3) Et des ardents, enfin.
     Ceux-là, veux-je dire, pour qui vivre est une ascension et une découverte. Non seulement, pour les hommes formant cette troisième catégorie, il vaut mieux être que ne pas être, mais encore il est toujours possible, et uniquement intéressant, de devenir plus. Aux yeux de ces conquérants épris d’aventures, l’être est inépuisable, non pas à la manière gidienne, comme un joyau à facettes innombrables, qu’on peut tourner en tous sens sans se lasser, mais comme un foyer de chaleur et de lumière dont il est possible de se rapprocher toujours plus. On peut plaisanter ces hommes, les traiter de naïfs, ou les trouver gênants. Mais en attendant ce sont eux qui nous ont faits, et c’est d’eux que s’apprête à sortir la Terre de demain.

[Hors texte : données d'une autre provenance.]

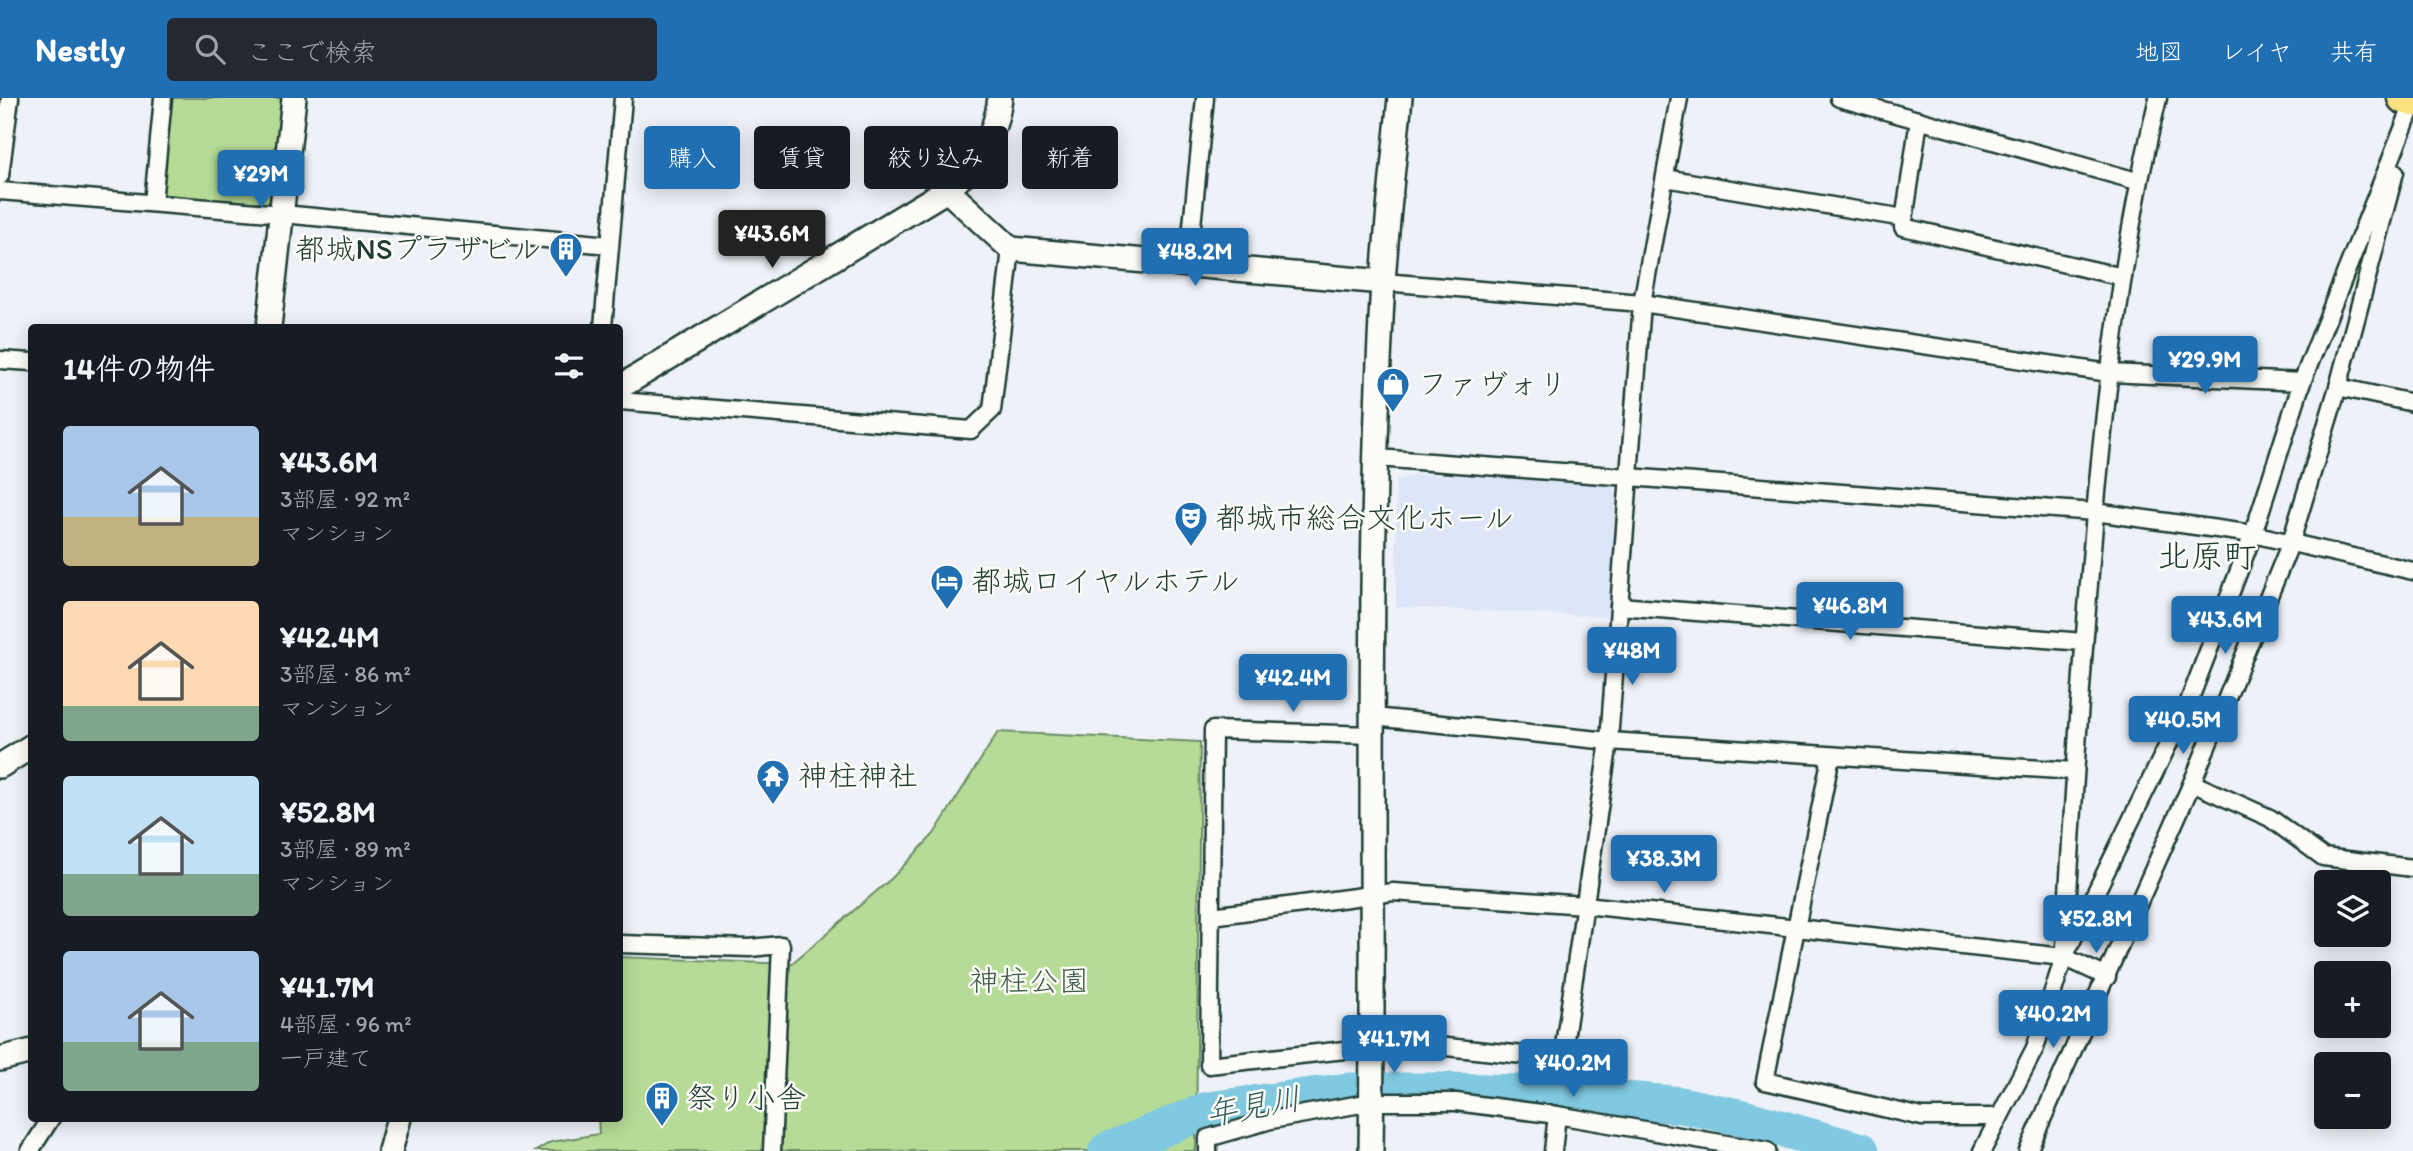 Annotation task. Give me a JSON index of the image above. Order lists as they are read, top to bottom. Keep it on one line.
{"districts":["北原町"],"water":["年見川"],"parks":["神柱公園"],"places":{"building":["都城NSプラザビル","祭り小舎"],"shop":["ファヴォリ"],"theatre":["都城市総合文化ホール"],"hotel":["都城ロイヤルホテル"],"temple":["神柱神社"]},"page":{"header":"Nestly","search":"ここで検索","nav":["地図","レイヤ","共有"],"chip":["購入","賃貸","絞り込み","新着"],"price":["¥29M","¥43.6M","¥48.2M","¥29.9M","¥46.8M","¥43.6M","¥48M","¥42.4M","¥40.5M","¥38.3M","¥52.8M","¥40.2M","¥41.7M","¥40.2M"],"heading":"14件の物件","list":[{"name":"¥43.6M","note":"3部屋 · 92 m² · マンション"},{"name":"¥42.4M","note":"3部屋 · 86 m² · マンション"},{"name":"¥52.8M","note":"3部屋 · 89 m² · マンション"},{"name":"¥41.7M","note":"4部屋 · 96 m² · 一戸建て"}],"map_buttons":["+","−"]}}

     Pessimisme et retour au Passé ; jouissance du moment présent ; élan vers l’Avenir. Trois attitudes fondamentales, je disais bien, en face de la Vie. Et par suite, inévitablement, voilà qui nous replace au coeur même de notre sujet-trois formes opposées de bonheur en présence :

1) Bonheur de tranquillité, d’abord. Pas d’ennuis, pas de risques, pas d’efforts. Diminuons les contacts-restreignons nos besoins-baissons nos lumières-durcissons notre épiderme-rentrons dans notre coquille. — L’homme heureux est celui qui pensera, sentira et désirera le moins.

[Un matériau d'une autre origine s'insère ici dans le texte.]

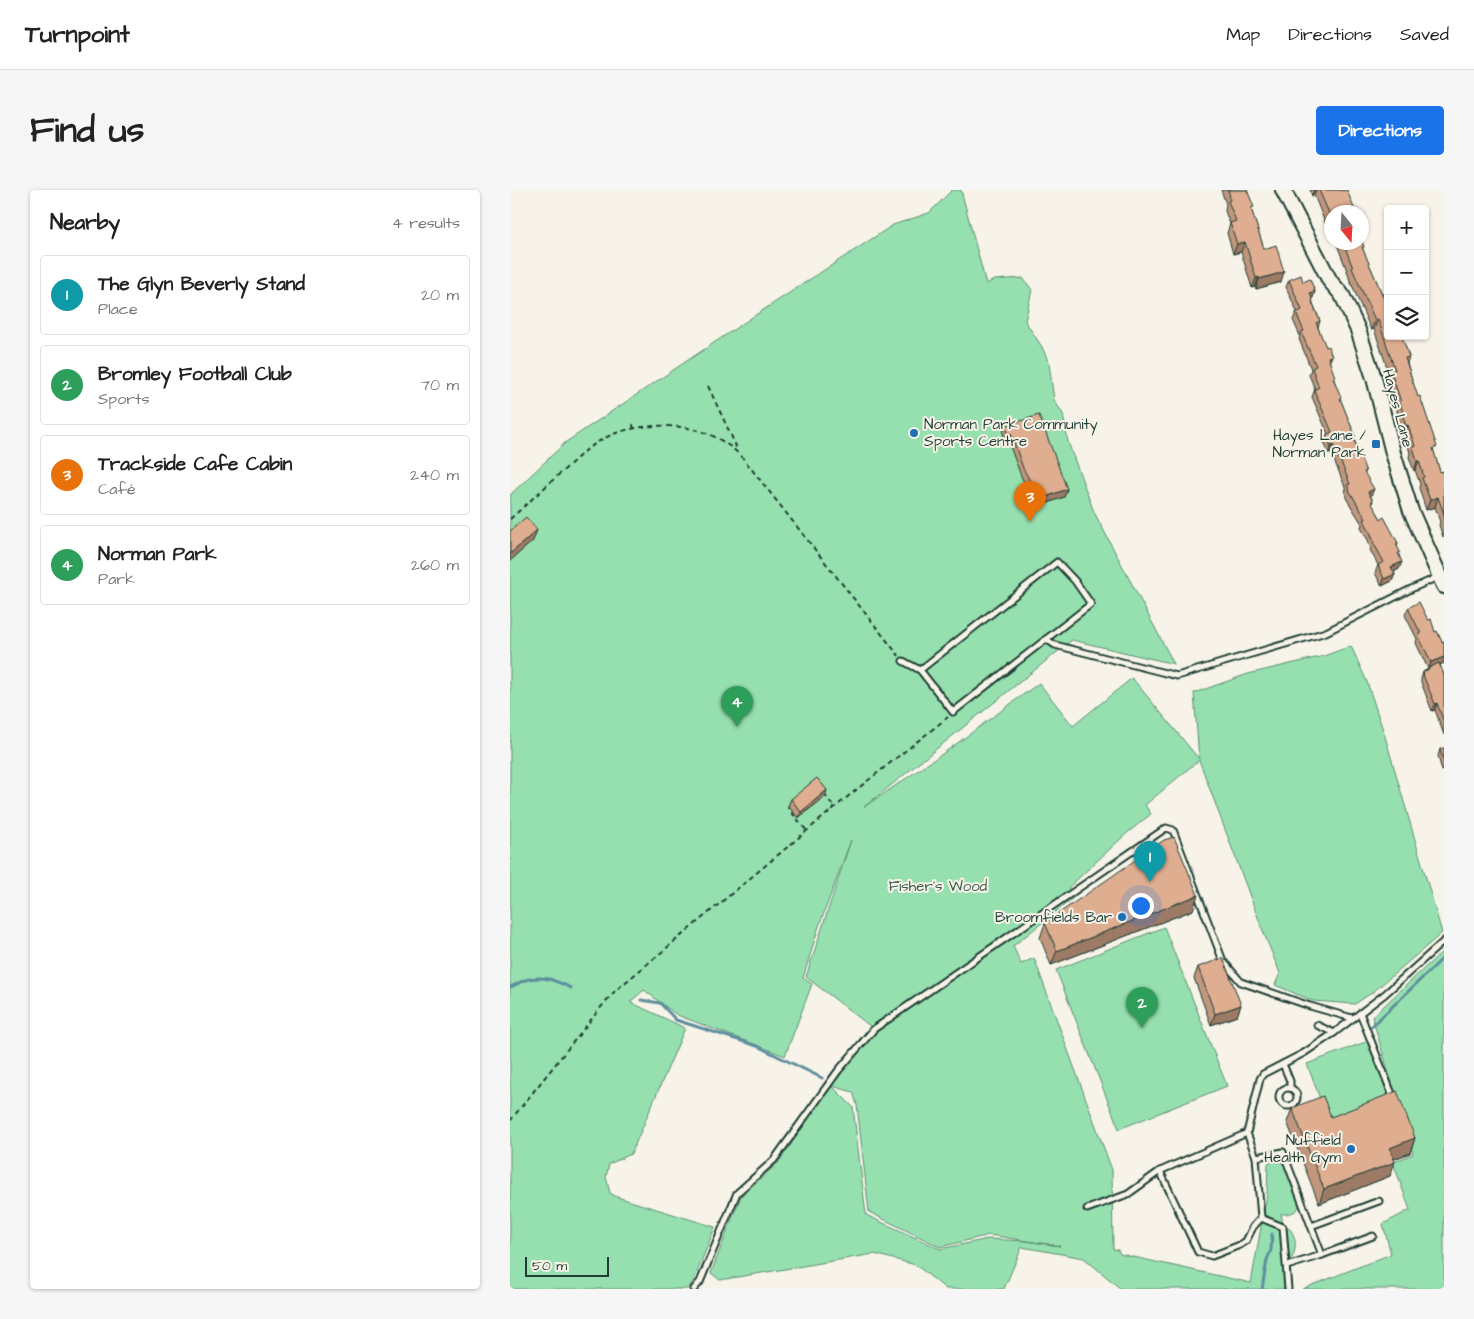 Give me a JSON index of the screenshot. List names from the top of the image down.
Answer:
{
  "streets": {
    "main road": ["Hayes Lane"]
  },
  "parks": ["Fisher's Wood"],
  "places": {
    "other": ["Norman Park Community Sports Centre", "Broomfields Bar", "Nuffield Health Gym"],
    "transit": ["Hayes Lane / Norman Park"]
  },
  "scale_bar": "50 m",
  "north": "bottom",
  "page": {
    "header": "Turnpoint",
    "nav": ["Map", "Directions", "Saved"],
    "title": "Find us",
    "buttons": "Directions",
    "heading": ["Nearby", "4 results"],
    "map_buttons": ["+", "−"],
    "list": [
      {
        "mark": "1",
        "name": "The Glyn Beverly Stand",
        "note": "Place",
        "value": "20 m"
      },
      {
        "mark": "2",
        "name": "Bromley Football Club",
        "note": "Sports",
        "value": "70 m"
      },
      {
        "mark": "3",
        "name": "Trackside Cafe Cabin",
        "note": "Café",
        "value": "240 m"
      },
      {
        "mark": "4",
        "name": "Norman Park",
        "note": "Park",
        "value": "260 m"
      }
    ],
    "pins": [
      "3",
      "4",
      "1",
      "2"
    ],
    "scale": "50 m"
  }
} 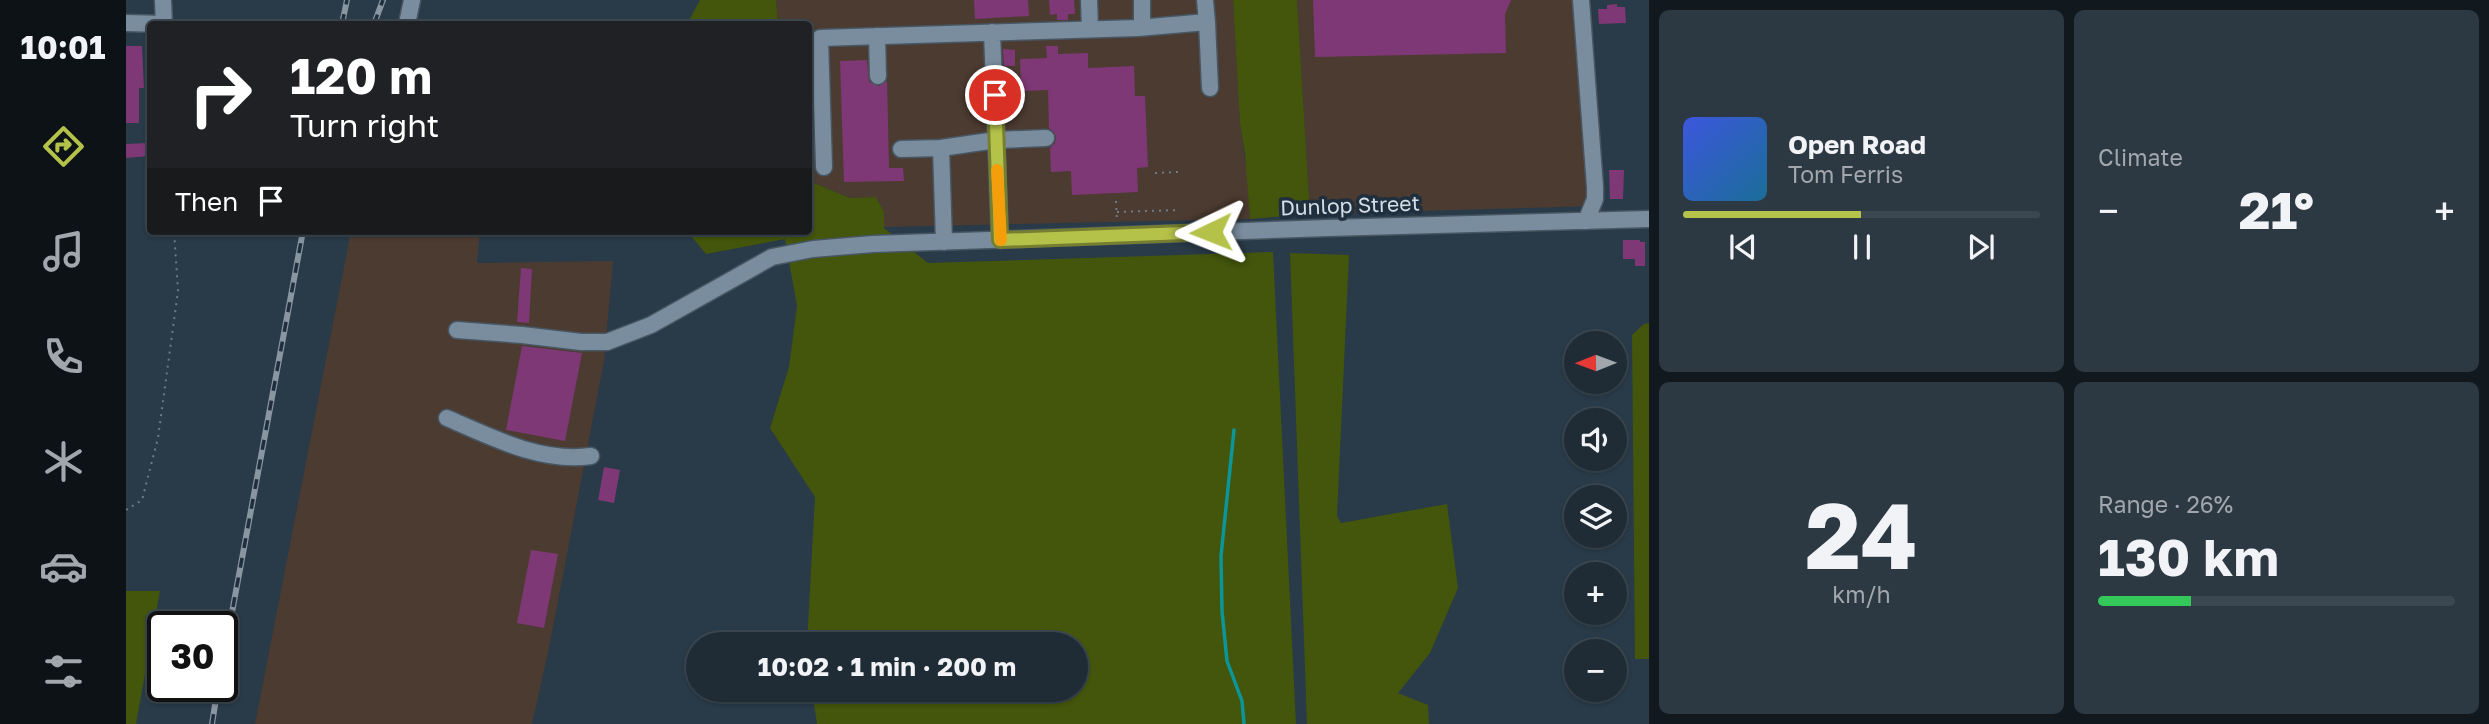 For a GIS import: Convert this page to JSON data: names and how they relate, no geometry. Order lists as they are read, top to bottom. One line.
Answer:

2) Bonheur de plaisir, ensuite, — plaisir immobile, ou, mieux encore, plaisir incessamment renouvelé. Le but de la vie n’est pas d’agir et de créer, mais de profiter. Donc, moindre effort encore, ou juste l’effort nécessaire pour changer de coupe et de liqueur. S’étaler le plus possible, comme la feuille aux rayons du soleil-varier à chaque instant sa position pour mieux sentir : voilà la recette du bonheur.- L’homme heureux est celui qui saura savourer le plus complètement l’instant qu’il tient entre les mains.

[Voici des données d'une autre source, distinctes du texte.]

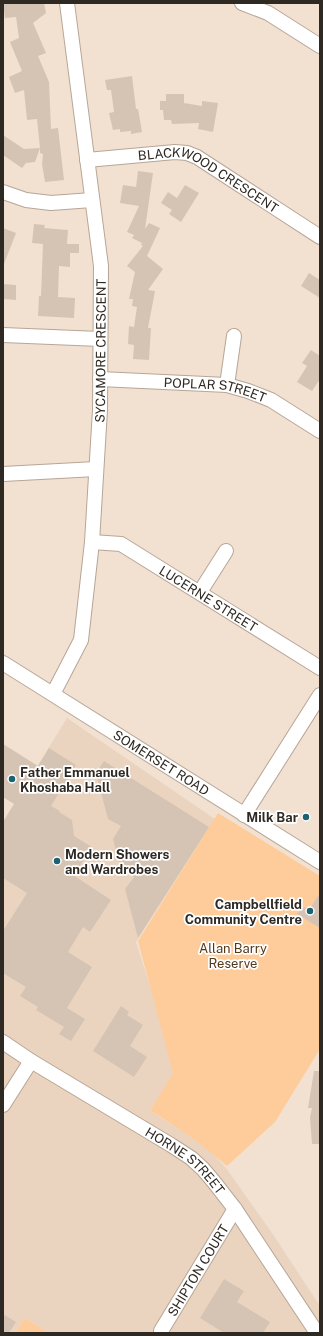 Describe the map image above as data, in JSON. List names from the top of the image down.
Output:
{
  "streets": {
    "street": [
      "BLACKWOOD CRESCENT",
      "SYCAMORE CRESCENT",
      "POPLAR STREET",
      "LUCERNE STREET",
      "SOMERSET ROAD",
      "HORNE STREET",
      "SHIPTON COURT"
    ]
  },
  "crossings": [
    ["BLACKWOOD CRESCENT", "SYCAMORE CRESCENT"],
    ["SYCAMORE CRESCENT", "POPLAR STREET"],
    ["SYCAMORE CRESCENT", "LUCERNE STREET"],
    ["SYCAMORE CRESCENT", "SOMERSET ROAD"],
    ["HORNE STREET", "SHIPTON COURT"]
  ],
  "parks": ["Allan Barry Reserve"],
  "places": [
    "Father Emmanuel Khoshaba Hall",
    "Milk Bar",
    "Modern Showers and Wardrobes",
    "Campbellfield Community Centre"
  ]
}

3) Bonheur de croissance, enfin. — De ce troisième point de vue, le bonheur n’existe pas ni ne vaut par lui-même, comme un objet que nous puissions poursuivre et saisir en soi ; mais il n’est que le signe, l’effet, et comme la récompense de l’action convenablement dirigée. « Un sous-produit de l’effort », dit quelque part A. Huxley. Ce n’est donc pas assez, comme le suggère l’hédonisme moderne, de se renouveler n’importe comment pour être heureux. Nul changement ne béatifie, à moins qu’il ne s’opère en montant. — L’homme heureux est donc celui qui, sans chercher directement le bonheur, trouve inévitablement la joie, par surcroît, dans l’acte de parvenir à la plénitude et au bout de lui-même, en avant.

Bonheur de tranquillité, bonheur de plaisir, bonheur de développement.
     Entre ces trois lignes de marche, la Vie, au niveau de l’Homme, hésite et divise son courant, sous nos yeux. Pour motiver notre choix, n’y aurait-il vraiment, comme on le répète, qu’une préférence individuelle de goût et de tempérament ?
      Ou bien pouvons-nous trouver quelque part une raison, indiscutable parce que objective, de décider qu’une des trois voies est absolument la meilleure, et par conséquent la seule qui puisse authentiquement nous béatifier ?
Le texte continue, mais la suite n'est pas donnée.